TASK DESCRIPTION: Output the records exactly as they appear, with no pictures included.

DATA RECORDS:

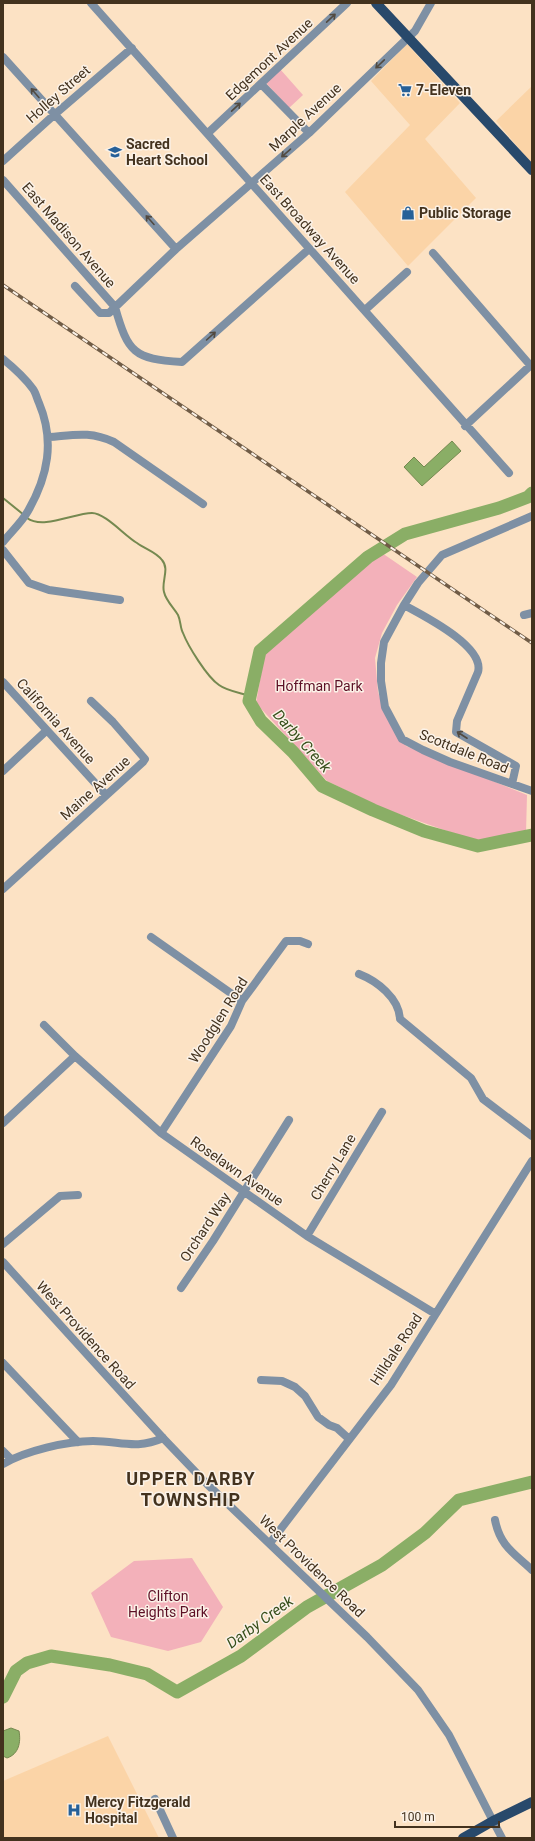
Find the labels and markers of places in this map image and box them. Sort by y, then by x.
supermarket icon: 7-Eleven [397,82,413,98]
place label: 7-Eleven [416,82,471,98]
place label: Sacred Heart School [126,136,208,168]
school or university icon: Sacred Heart School [107,144,123,160]
shop icon: Public Storage [400,205,416,221]
place label: Public Storage [419,205,511,221]
place label: Mercy Fitzgerald Hospital [85,1794,190,1826]
hospital icon: Mercy Fitzgerald Hospital [66,1802,82,1818]

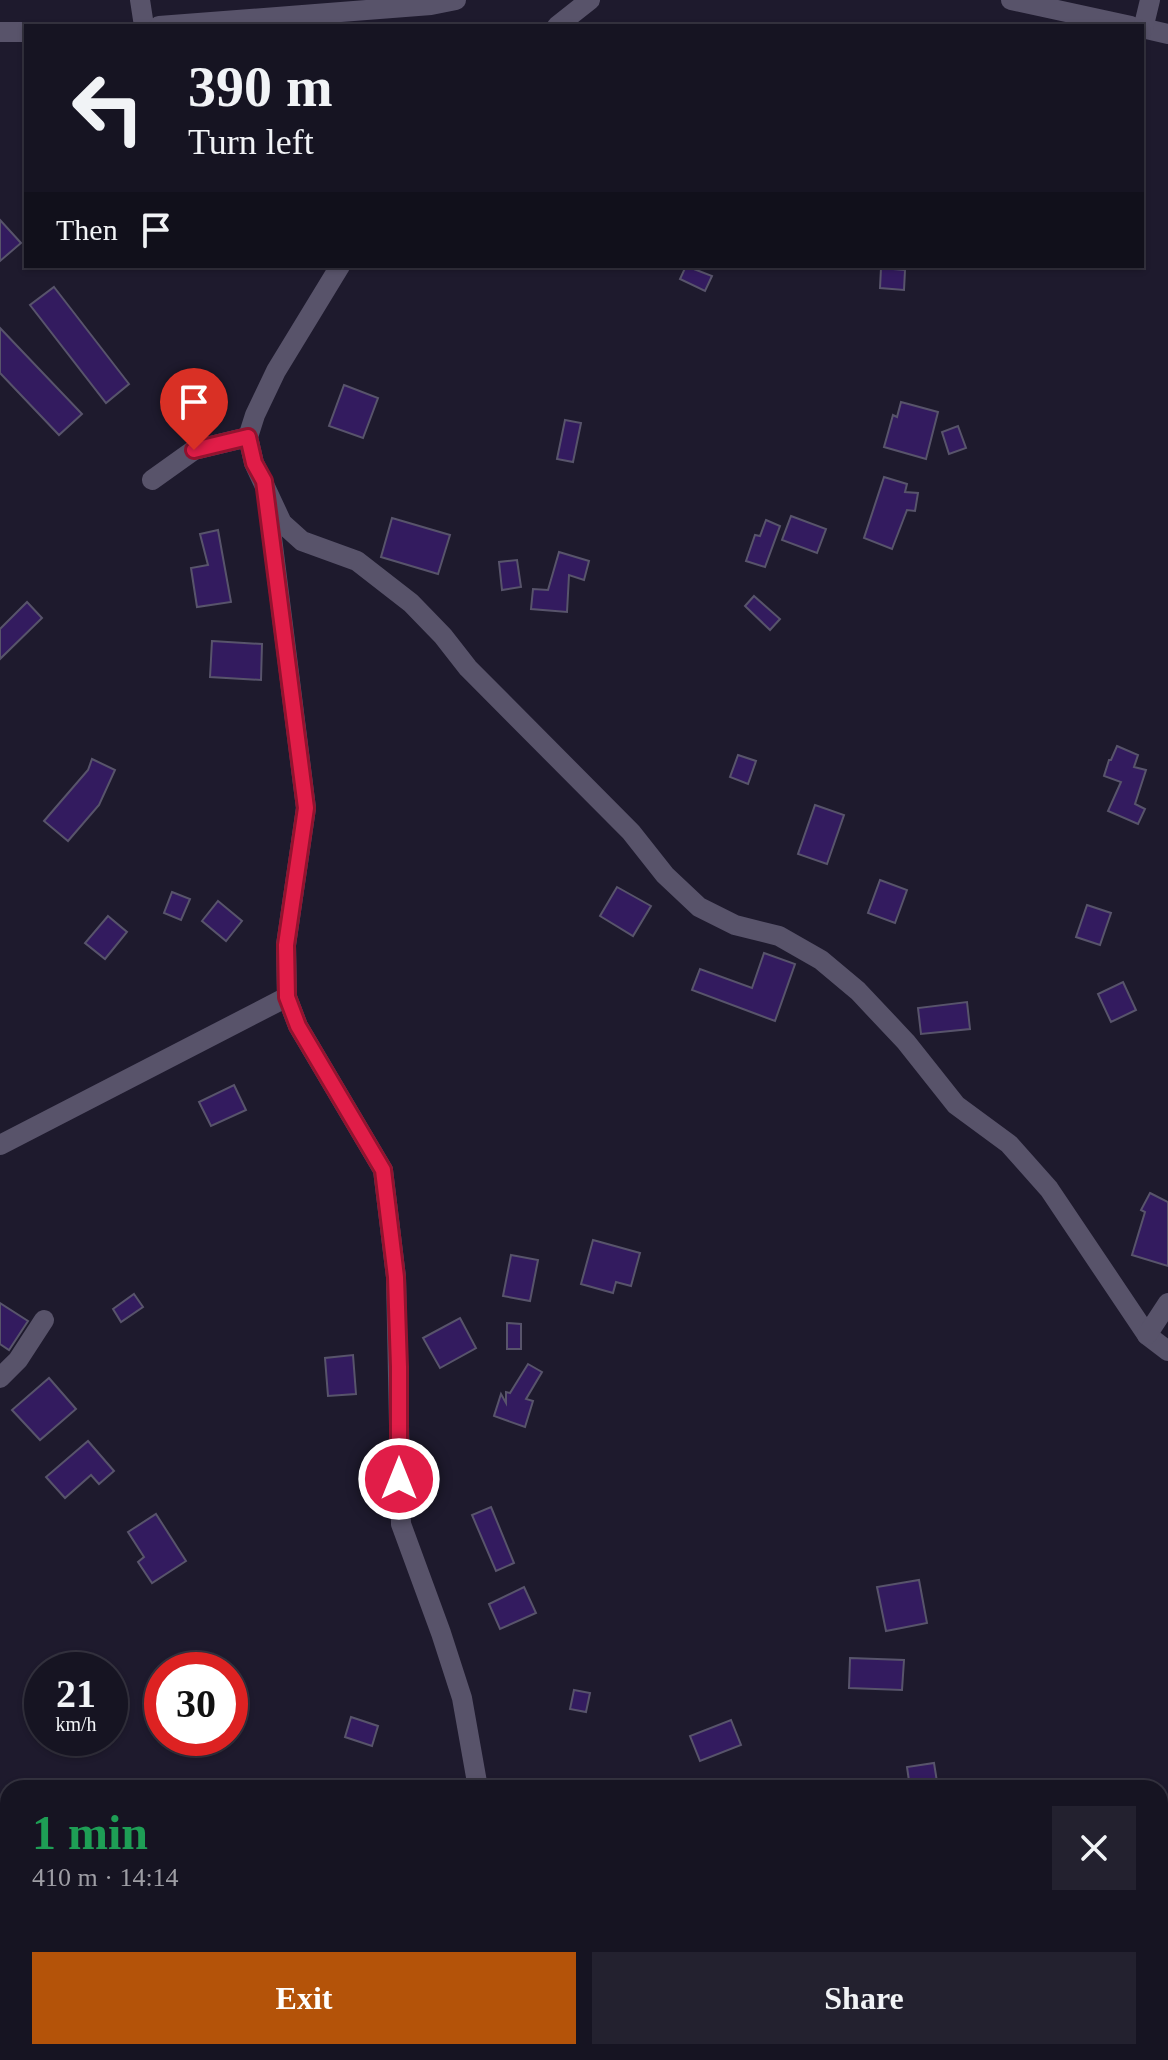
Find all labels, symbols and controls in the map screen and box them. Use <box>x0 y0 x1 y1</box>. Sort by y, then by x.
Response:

TASK SOLUTION:
Find the labels and markers of places in this map image and box them. Sort by y, then by x.
supermarket icon: 7-Eleven [397,82,413,98]
place label: 7-Eleven [416,82,471,98]
place label: Sacred Heart School [126,136,208,168]
school or university icon: Sacred Heart School [107,144,123,160]
shop icon: Public Storage [400,205,416,221]
place label: Public Storage [419,205,511,221]
place label: Mercy Fitzgerald Hospital [85,1794,190,1826]
hospital icon: Mercy Fitzgerald Hospital [66,1802,82,1818]

Find all labels, symbols and controls in the map screen and box them. Use <box>x0 y0 x1 y1</box>. Sort by y, then by x.
Response:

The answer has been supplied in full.